The Emergent conversation is coming to an end because people eventually get tired of just talking,

the fact is that those of us in the ECM have spent a lot more time doing than talking.  To push that even further, why that dichotomy?  When TSK travels Europe and talks to folks about starting new, off-the-grid Christian communities, is he “just talking”?  Am I, when I write a book or a blog post or give a talk somewhere?  Of course not.  Talking is actually doing, so let’s all stop using this tired trope, okay?

And secondly, is the ECM becoming “less offensive”?  Let me shake my Magic Eight Ball.  Mine reads, “Outlook not so good.” If my personal and anecdotal experience is any guide, the ECM is more offensive than ever.  In the States, the Evangelical Intelligentsia has determined that emergent leaders are not true evangelicals, leaving pastors like Dan Kimball and Bob Hyatt to choose between evangelicalism the ECM.  Personally, I have been disinvited from three speaking engagements this year, and one that I’ve got coming up in 2010 was moved off of a college campus and into a nearby hotel because of my presence at the event.

TSK notes that the conventional church in the UK and Europe has been more accepting of emergence in their midst, even supporting leading ECM thinkers like himself and Jonny Baker and underwriting emergingchurch.info.  Agreed.  From Rowan Williams on down, it seems that European church leaders are generally more comfortable with theological and ecclesiological innovation than their American brethren (although the protesters that have greeted Brian McLaren in Scotland and France and Germany show that European acceptance is not universal).
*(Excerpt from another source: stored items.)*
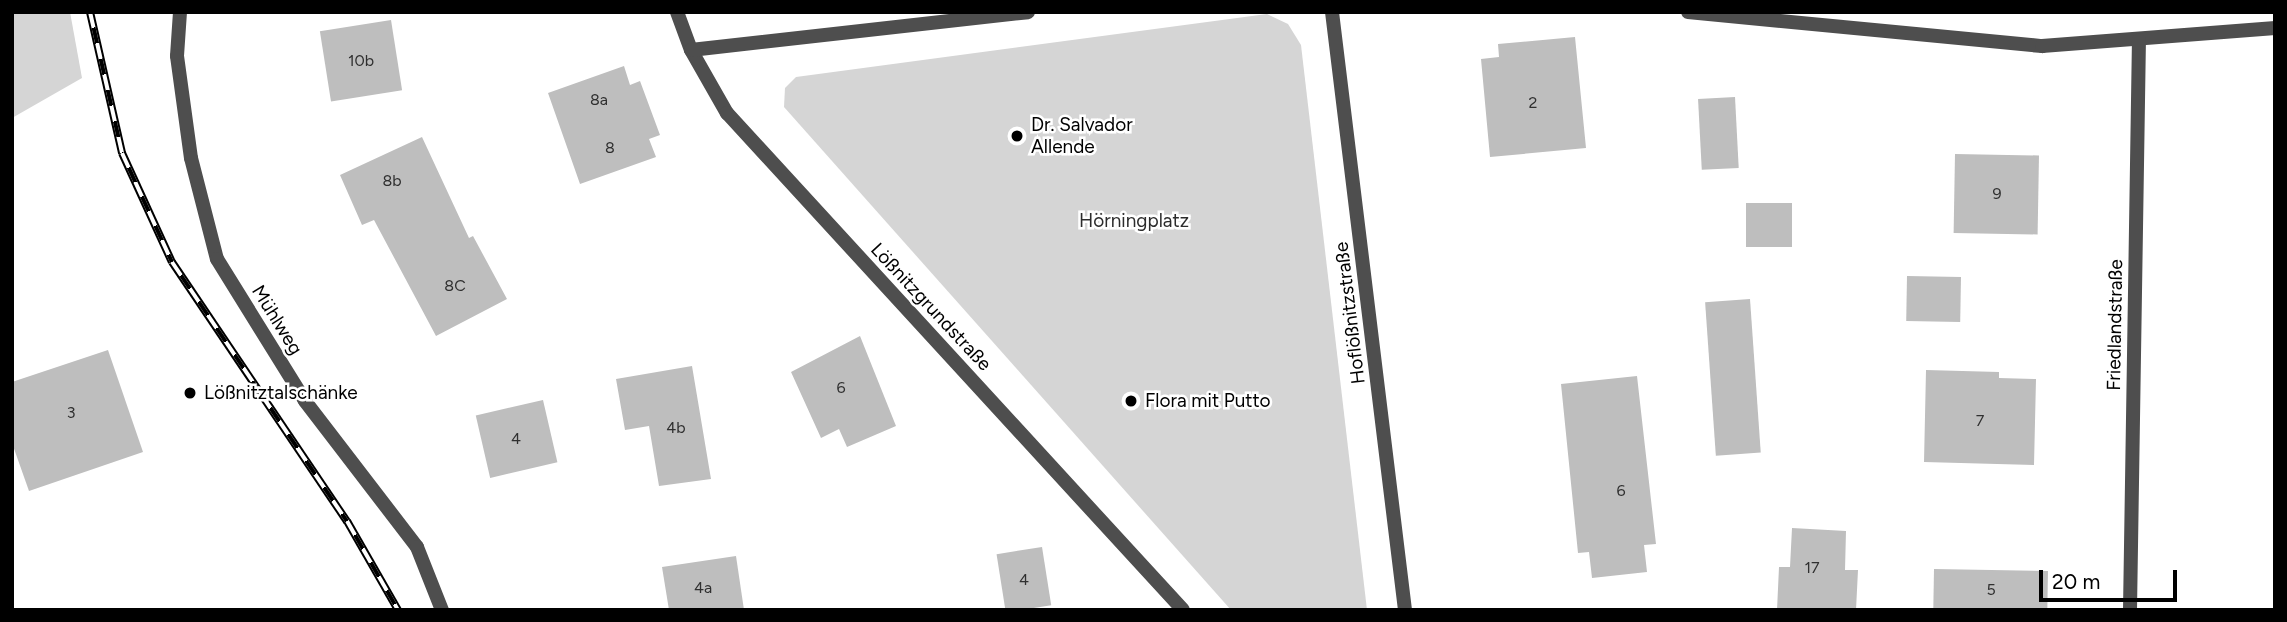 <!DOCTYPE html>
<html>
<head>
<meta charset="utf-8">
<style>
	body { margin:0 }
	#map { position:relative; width:2287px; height:622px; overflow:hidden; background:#fff; font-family:Figtree,sans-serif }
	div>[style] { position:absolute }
	.green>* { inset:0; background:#d5d5d5 }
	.building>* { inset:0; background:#bebebe; transform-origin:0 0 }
	.street>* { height:14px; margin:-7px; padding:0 7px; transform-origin:7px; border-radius:7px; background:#4e4e4e }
	.rail>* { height:8px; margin-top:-4px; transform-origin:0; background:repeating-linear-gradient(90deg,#fff 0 16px,#000 0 32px); box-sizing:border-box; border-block:2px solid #000 }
	.dots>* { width:19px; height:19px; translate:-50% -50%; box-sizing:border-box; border:4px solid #fff; border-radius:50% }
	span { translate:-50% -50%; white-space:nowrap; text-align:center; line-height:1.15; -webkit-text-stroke:5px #fff; paint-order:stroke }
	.number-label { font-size:16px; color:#303030 }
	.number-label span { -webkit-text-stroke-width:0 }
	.poi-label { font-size:19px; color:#000 }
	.left { translate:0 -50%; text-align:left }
	.park-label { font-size:19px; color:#2c2c2c }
	.street-label { font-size:19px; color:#000 }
	.frame { position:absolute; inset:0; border:14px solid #000; pointer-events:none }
	.scale { position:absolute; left:2039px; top:570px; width:138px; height:32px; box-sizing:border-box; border:4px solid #000; border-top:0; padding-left:9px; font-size:21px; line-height:24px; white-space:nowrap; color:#000; -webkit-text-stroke:5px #fff; paint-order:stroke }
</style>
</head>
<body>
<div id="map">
	<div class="green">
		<div style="clip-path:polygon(12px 12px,70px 12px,82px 78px,12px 118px)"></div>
		<div style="clip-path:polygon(1267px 14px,1288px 24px,1301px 45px,1367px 610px,1231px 610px,784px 107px,785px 88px,796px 77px)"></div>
	</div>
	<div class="building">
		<div style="left:391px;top:20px;width:71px;height:72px;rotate:81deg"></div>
		<div style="clip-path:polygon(1575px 37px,1586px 148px,1490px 157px,1481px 59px,1499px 57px,1498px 44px)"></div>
		<div style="clip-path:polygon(624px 66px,630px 85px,640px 81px,660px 135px,649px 139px,656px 157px,580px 184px,548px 93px)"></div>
		<div style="left:1735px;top:97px;width:71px;height:37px;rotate:87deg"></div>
		<div style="clip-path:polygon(422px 137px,469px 238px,473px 236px,507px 299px,436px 336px,374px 220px,362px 225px,340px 175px)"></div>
		<div style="left:1955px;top:154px;width:84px;height:79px;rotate:1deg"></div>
		<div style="left:1792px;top:203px;width:44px;height:46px;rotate:90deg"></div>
		<div style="left:1907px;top:276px;width:54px;height:45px;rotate:1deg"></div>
		<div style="left:1750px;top:299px;width:154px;height:45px;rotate:86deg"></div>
		<div style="clip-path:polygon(860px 336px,896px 426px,847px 447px,839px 429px,821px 438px,791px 372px)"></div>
		<div style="clip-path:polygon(108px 350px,143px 452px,29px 491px,12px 443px,12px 382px)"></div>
		<div style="clip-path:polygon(692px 366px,711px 479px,659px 486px,649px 426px,625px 430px,616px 379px)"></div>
		<div style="clip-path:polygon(1926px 370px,1999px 372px,1999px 378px,2036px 379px,2034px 465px,1924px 462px)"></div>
		<div style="clip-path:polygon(1637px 376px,1656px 544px,1644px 545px,1647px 572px,1592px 578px,1589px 552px,1578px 553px,1561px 384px)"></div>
		<div style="left:543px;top:400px;width:64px;height:69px;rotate:77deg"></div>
		<div style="clip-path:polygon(1792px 528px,1846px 531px,1845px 570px,1858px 570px,1856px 610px,1777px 610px,1779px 567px,1790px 567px)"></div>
		<div style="left:1042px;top:547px;width:59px;height:46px;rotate:81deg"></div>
		<div style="clip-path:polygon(736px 556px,744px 610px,669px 610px,662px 567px)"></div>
		<div style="left:1934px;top:569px;width:114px;height:41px;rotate:1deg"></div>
	</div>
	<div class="street">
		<div style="left:180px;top:12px;width:44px;rotate:93.9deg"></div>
		<div style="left:177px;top:56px;width:103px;rotate:82.2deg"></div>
		<div style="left:191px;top:158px;width:104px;rotate:75.6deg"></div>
		<div style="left:217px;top:259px;width:167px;rotate:58.2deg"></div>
		<div style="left:305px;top:401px;width:184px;rotate:52.5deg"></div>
		<div style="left:417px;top:547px;width:68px;rotate:68.4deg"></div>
		<div style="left:677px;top:12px;width:40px;rotate:69.8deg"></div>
		<div style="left:691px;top:50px;width:73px;rotate:60.3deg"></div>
		<div style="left:727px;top:113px;width:674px;rotate:47.46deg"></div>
		<div style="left:1332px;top:12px;width:602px;rotate:83.04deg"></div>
		<div style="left:1688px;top:12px;width:356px;rotate:5.5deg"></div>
		<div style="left:2042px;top:46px;width:234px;rotate:-4.4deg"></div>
		<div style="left:691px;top:50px;width:339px;rotate:-6.4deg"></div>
		<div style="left:2130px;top:610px;width:570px;rotate:-89.1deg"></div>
	</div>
	<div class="rail">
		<div style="left:90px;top:12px;width:145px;rotate:77.2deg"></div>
		<div style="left:122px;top:153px;width:120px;rotate:65.4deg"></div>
		<div style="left:172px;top:262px;width:313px;rotate:56deg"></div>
		<div style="left:347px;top:521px;width:103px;rotate:60.2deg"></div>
	</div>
	<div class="dots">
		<div style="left:1017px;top:136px;background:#000"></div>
		<div style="left:190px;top:393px;background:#000"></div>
		<div style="left:1131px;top:401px;background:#000"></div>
	</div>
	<div class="number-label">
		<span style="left:361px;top:61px">10b</span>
		<span style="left:599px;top:100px">8a</span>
		<span style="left:1533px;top:103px">2</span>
		<span style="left:610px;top:148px">8</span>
		<span style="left:392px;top:181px">8b</span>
		<span style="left:1997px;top:194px">9</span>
		<span style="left:455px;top:286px">8C</span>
		<span style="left:841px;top:388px">6</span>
		<span style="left:71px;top:413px">3</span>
		<span style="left:1980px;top:421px">7</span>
		<span style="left:676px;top:428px">4b</span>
		<span style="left:516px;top:439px">4</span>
		<span style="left:1621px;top:491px">6</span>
		<span style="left:1812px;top:568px">17</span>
		<span style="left:1024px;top:580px">4</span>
		<span style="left:703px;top:588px">4a</span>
		<span style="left:1991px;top:590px">5</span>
	</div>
	<div class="poi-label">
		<span class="left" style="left:1031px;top:136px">Dr. Salvador<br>Allende</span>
		<span class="left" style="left:204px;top:393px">Lößnitztalschänke</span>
		<span class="left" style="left:1145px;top:401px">Flora mit Putto</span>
	</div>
	<div class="park-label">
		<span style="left:1134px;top:221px">Hörningplatz</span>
	</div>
	<div class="street-label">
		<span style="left:931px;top:307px;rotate:47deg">Lößnitzgrundstraße</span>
		<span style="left:1350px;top:313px;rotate:-97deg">Hoflößnitzstraße</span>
		<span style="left:277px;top:320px;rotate:58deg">Mühlweg</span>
		<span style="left:2115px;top:325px;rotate:-89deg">Friedlandstraße</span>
	</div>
	<div class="frame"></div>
	<div class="scale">20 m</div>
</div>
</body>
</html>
Interest in the ECM is peaking among mainline leaders in the States, if my speaking schedule is any indication.  I, for one, hope that this does not mean a lack of controversy — in fact, in one speaking engagement to which I just agreed, I’ll be speaking alongside Will Willimon, and we’ll be taking contrary positions on the benefit of denominati0ns.  That might lead to some controversy.

***

Lonne Frisbee

Last night I watched the documentary, Frisbee: The Life and Death of a Hippie Preacher.  Although the productions leaves something to be desired, the content of the film is both fascinating and harrowing.  In brief, Lonnie Frisbee was a gay, drugged out hippie who converted to Christianity during an acid trip.  As it turned out, he had a knack for preaching and healing, and he was pivotal in the genesis of both the Calvary Chapel and Vineyard Associations, and he was like a son to Chuck Smith, Sr. and then to John Wimber.  But as his sexuality became more public, they both turned on him.  When he died of AIDS in 1993, he had been ostracized by the churches that he helped found, and he was surrounded only by his longtime friends from the Jesus Movement.

I couldn’t help but be reminded of Max Weber‘s definition that charisma is,

a certain quality of an individual personality, by virtue of which he is set apart from ordinary men and treated as endowed with supernatural, superhuman, or at least specifically exceptional powers or qualities. These are such as are not accessible to the ordinary person, but are regarded as of divine origin or as exemplary, and on the basis of them the individual concerned is treated as a leader.

That’s Lonnie Frisbee in a nutshell.

More damning, however, is Weber’s conclusion that religious charisma is always routinized and bureaucratized as the generation that follows the charismatic leader attempts to capture the charisma and make a living from it.

And that is Calvary Chapel and the Vineyard.

If anything — and I think that TSK may agree with me on this — the question that looms over the ECM is whether it will become domesticated as the first generation of leadership passes the mantle to the second.  But, the truth is, the answer to that lies not with me or TSK, but with you.  Yes, you.

[UPDATE: It seems that TSK took my post to be more in-your-face than I meant it.  I really used a couple disagreements he and I have and used them as a jumping off point to reflect on movements in general, and the ECM and Calvary Chapel and Vineyard specifically.  My apologies to Andrew if this post seemed overly antagonistic.]